“The Directives to Torture come from the Top”: What Is Probably in the Missing Tapes

Global Research, December 23, 2007
Huffington Post – 2007-12-13
To judge from firsthand documents obtained by the ACLU through a FOIA lawsuit, we can guess what is probably on the missing CIA interrogation tapes — as well as understand why those implicated are spinning so hard to pretend the tapes do not document a series of evident crimes. According to the little-noticed but extraordinarily important book Administration of Torture: A Documentary Record from Washington to Abu Ghraib and Beyond (Jameel Jaffer and Amrit Singh, Columbia University Press, New York 2007), which presents dozens of original formerly secret documents – FBI emails and memos, letters and interrogator “wish lists,” raw proof of the systemic illegal torture of detainees in various US-held prisons — the typical “harsh interrogation” of a suspect in US custody reads like an account of abuses in archives at Yad Vashem.
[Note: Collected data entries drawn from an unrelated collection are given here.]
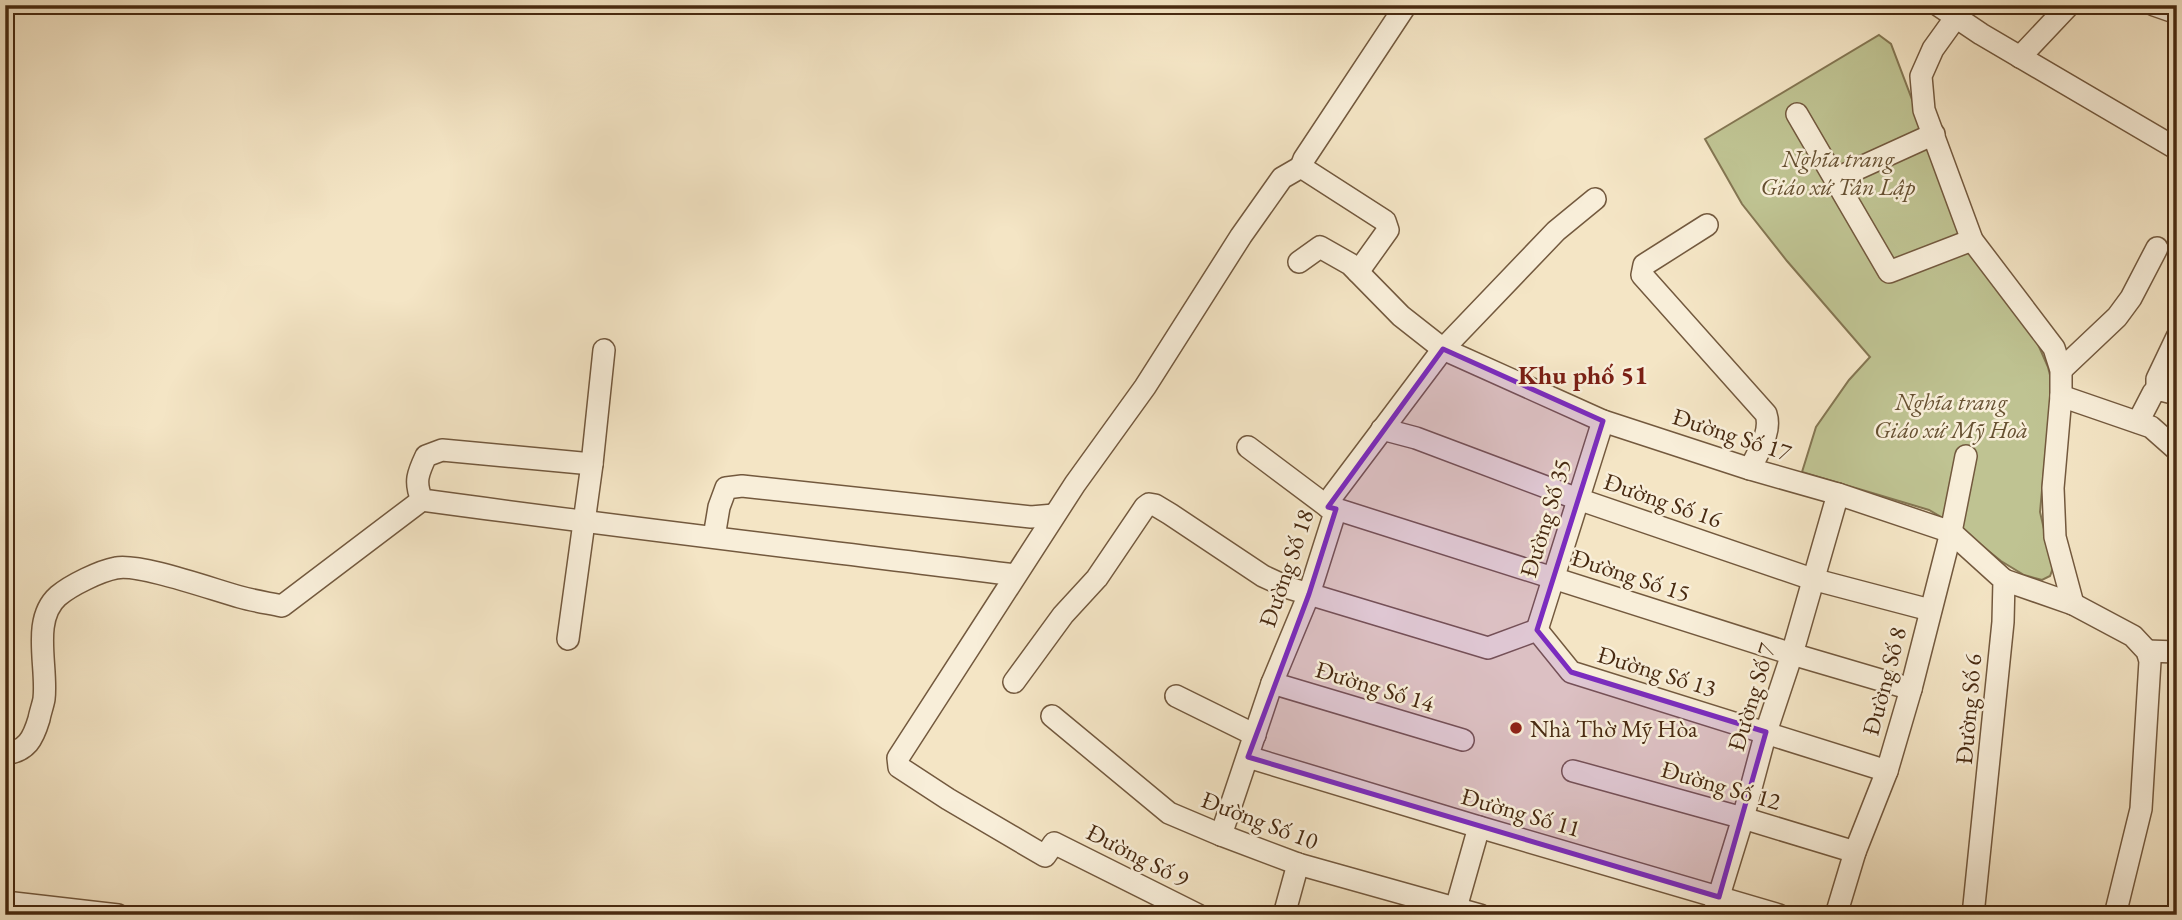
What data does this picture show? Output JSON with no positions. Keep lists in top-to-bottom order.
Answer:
{
  "streets": {
    "street": [
      "Đường Số 17",
      "Đường Số 16",
      "Đường Số 35",
      "Đường Số 18",
      "Đường Số 15",
      "Đường Số 13",
      "Đường Số 8",
      "Đường Số 14",
      "Đường Số 7",
      "Đường Số 6",
      "Đường Số 12",
      "Đường Số 11",
      "Đường Số 10",
      "Đường Số 9"
    ]
  },
  "crossings": [
    ["Đường Số 17", "Đường Số 35"],
    ["Đường Số 17", "Đường Số 18"],
    ["Đường Số 17", "Đường Số 8"],
    ["Đường Số 17", "Đường Số 7"],
    ["Đường Số 16", "Đường Số 35"],
    ["Đường Số 16", "Đường Số 18"],
    ["Đường Số 16", "Đường Số 8"],
    ["Đường Số 16", "Đường Số 7"],
    ["Đường Số 35", "Đường Số 15"],
    ["Đường Số 35", "Đường Số 13"],
    ["Đường Số 18", "Đường Số 15"],
    ["Đường Số 18", "Đường Số 14"],
    ["Đường Số 18", "Đường Số 11"],
    ["Đường Số 18", "Đường Số 10"],
    ["Đường Số 15", "Đường Số 8"],
    ["Đường Số 15", "Đường Số 7"],
    ["Đường Số 13", "Đường Số 8"],
    ["Đường Số 13", "Đường Số 7"],
    ["Đường Số 8", "Đường Số 12"],
    ["Đường Số 7", "Đường Số 12"],
    ["Đường Số 7", "Đường Số 11"]
  ],
  "districts": ["Khu phố 51"],
  "parks": ["Nghĩa trang Giáo xứ Tân Lập", "Nghĩa trang Giáo xứ Mỹ Hoà"],
  "places": ["Nhà Thờ Mỹ Hòa"]
}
More is still being hidden as of this writing — as those in Congress now considering whether a special prosecutor is needed in this case should be urgently aware: “Through the FOIA lawsuit,” write the authors, “we learned of the existence of multiple records relating to prisoner abuse that still have not been released by the administration; credible media reports identify others. As this book goes to print, the Bush administration is still withholding, among many other records, a September 2001 presidential directive authorizing the CIA to set up secret detention centers overseas; an August 2002 Justice Department memorandum advising the CIA about the lawfulness of waterboarding [Italics mine; nota bene, Mr. Mukasey] and other aggressive interrogation methods; documents describing interrogation methods used by special operations forces in Iraq and Afghanistan; investigative files concerning the deaths of prisoners in U.S. custody; and numerous photographs depicting the abuse of prisoners at detention facilities other than Abu Ghraib.’